Planting Shelling Peas
Shelling Peas is a cool season vegetable in the Fabaceae family. Getting the timing right is the difference between a strong stand and a disappointing one, so the windows below are given relative to your own last spring frost and first fall frost rather than a generic calendar date. Look up your local frost dates and count back or forward from there.
You can sow Shelling Peas directly into the garden 2–4 weeks before your last frost.
Spacing and Planting Depth
Give Shelling Peas room to mature. The figures below come from verified extension and seed-supplier data for typical varieties.
| Spacing in row | 2 inches |
|---|---|
| Row spacing | 18 inches |
| Plants per sq ft | 4 |
| Planting depth | 1 inches |
| Sun requirement | Full sun |
Days to Maturity
Shelling Peas reaches maturity in 60–70 days from sowing. Once ready, plants continue producing for approximately 14 days.
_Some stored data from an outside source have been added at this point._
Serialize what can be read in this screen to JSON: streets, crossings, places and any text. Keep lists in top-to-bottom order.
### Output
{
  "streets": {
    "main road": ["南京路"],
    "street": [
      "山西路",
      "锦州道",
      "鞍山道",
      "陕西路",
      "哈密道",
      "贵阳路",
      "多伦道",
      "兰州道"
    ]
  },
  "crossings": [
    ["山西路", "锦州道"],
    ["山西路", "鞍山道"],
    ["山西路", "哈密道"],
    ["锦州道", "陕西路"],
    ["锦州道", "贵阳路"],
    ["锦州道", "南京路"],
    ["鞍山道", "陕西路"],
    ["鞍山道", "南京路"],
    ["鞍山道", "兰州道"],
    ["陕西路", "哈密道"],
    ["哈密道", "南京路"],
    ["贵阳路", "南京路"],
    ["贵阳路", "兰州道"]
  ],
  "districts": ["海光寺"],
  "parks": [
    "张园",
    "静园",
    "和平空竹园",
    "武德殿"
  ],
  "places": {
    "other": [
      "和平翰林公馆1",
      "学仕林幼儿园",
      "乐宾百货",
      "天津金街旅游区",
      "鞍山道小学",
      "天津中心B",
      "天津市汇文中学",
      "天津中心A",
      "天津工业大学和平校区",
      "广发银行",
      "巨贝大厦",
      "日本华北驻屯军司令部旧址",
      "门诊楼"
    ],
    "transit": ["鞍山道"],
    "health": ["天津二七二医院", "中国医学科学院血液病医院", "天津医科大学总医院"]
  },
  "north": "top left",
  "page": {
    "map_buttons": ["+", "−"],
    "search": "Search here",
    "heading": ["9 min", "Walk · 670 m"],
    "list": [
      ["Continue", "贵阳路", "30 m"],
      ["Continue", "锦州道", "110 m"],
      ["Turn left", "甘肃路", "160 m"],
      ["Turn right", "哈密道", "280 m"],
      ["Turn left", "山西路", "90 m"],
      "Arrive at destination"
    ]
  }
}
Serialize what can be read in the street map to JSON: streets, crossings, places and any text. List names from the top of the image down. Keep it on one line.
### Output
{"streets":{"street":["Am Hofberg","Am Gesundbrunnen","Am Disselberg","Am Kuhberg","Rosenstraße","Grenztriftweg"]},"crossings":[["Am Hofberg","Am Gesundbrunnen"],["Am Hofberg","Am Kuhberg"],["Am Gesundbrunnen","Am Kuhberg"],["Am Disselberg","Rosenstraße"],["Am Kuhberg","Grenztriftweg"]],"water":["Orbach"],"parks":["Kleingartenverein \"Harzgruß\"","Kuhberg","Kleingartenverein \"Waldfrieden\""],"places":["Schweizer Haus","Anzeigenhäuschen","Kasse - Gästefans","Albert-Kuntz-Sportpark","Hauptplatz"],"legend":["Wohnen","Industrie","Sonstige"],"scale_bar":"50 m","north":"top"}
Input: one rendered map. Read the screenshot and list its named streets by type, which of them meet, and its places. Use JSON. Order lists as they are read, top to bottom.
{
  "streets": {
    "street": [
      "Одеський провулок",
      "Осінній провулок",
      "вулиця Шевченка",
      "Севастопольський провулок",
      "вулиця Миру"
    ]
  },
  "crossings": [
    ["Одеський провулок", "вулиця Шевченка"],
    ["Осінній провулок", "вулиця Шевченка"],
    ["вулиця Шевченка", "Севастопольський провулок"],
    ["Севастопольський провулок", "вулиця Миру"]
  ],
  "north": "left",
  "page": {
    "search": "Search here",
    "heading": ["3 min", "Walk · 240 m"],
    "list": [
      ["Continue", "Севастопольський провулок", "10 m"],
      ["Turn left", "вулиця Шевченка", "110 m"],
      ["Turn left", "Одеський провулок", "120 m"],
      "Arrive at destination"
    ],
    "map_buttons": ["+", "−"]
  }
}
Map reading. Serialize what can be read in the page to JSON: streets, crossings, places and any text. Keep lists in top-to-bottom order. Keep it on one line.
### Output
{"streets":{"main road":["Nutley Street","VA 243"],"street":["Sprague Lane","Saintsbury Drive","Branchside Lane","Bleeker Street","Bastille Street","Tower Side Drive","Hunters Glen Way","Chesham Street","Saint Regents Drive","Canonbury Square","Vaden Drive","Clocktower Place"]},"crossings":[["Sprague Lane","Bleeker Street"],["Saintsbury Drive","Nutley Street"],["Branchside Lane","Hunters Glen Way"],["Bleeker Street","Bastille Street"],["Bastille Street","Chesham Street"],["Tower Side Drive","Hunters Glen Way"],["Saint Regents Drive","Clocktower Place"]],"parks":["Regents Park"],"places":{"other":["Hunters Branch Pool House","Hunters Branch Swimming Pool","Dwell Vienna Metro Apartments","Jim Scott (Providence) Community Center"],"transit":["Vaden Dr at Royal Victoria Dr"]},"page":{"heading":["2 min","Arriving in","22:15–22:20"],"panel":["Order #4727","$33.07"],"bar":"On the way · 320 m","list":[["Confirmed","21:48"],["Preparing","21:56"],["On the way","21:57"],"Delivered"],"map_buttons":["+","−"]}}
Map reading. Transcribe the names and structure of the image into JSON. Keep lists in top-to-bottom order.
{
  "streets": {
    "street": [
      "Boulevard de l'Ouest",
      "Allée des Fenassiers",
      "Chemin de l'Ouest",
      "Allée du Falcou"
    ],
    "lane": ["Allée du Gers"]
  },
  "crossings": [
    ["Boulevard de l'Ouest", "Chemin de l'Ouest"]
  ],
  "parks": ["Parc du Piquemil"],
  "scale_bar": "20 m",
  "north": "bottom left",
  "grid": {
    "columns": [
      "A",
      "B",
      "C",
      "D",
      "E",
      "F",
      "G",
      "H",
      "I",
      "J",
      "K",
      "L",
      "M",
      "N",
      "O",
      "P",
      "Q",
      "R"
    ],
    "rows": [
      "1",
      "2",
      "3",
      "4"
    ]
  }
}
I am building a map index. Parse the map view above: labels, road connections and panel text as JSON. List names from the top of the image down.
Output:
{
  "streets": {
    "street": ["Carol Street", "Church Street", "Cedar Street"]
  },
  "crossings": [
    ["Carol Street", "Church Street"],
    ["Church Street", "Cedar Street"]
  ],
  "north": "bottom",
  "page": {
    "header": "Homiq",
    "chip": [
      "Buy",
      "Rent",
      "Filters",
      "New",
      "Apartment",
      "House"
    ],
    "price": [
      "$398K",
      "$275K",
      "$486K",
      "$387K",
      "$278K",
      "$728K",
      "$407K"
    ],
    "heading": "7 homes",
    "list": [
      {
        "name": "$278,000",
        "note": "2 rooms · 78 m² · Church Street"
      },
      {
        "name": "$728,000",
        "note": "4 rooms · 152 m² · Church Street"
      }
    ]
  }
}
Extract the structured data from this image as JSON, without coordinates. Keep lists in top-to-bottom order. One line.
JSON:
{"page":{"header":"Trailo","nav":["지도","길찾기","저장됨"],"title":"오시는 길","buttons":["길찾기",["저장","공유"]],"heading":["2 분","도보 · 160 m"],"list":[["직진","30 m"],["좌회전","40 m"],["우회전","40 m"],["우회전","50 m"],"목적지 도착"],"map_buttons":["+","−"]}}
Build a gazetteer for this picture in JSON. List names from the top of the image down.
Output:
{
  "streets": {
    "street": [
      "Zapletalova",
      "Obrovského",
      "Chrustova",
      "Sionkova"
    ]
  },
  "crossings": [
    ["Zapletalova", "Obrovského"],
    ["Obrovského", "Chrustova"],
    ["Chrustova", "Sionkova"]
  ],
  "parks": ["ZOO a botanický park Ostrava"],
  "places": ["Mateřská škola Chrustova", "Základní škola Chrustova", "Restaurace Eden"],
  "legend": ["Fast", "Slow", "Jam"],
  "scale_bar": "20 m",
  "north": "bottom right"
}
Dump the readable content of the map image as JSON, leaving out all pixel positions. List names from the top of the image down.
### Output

For a continuous harvest, sow a new batch every 14 days. Use the succession planting scheduler →
Shelling Peas is ready to harvest after about 65 days. Picking regularly over the roughly 14-day harvest window keeps plants productive and encourages a longer pick. Harvest before summer heat or, for fall crops, before a hard freeze, to keep quality high.
Conditions and Care
As a cool-season vegetable, Shelling Peas does its best growing in the cooler weather of spring and fall and tends to bolt or turn bitter in summer heat. It is frost hardy and can shrug off light freezes, so it can stay in the ground later into the season than tender crops.
Shelling Peas needs full sun — give it at least six hours of direct light a day for the best growth and flavor. Sow seed about 1 inch deep, then keep the soil evenly moist until seedlings establish.
Shelling Peas belongs to the Fabaceae family; rotating where you grow members of this family each year helps limit the build-up of soil-borne pests and disease. Because it matures relatively quickly, Shelling Peas rewards succession sowing: small, repeated plantings keep a steady supply coming rather than one short glut.
Companion Plants
Pairing Shelling Peas with the right neighbors can improve growth and deter pests; a few combinations are best avoided.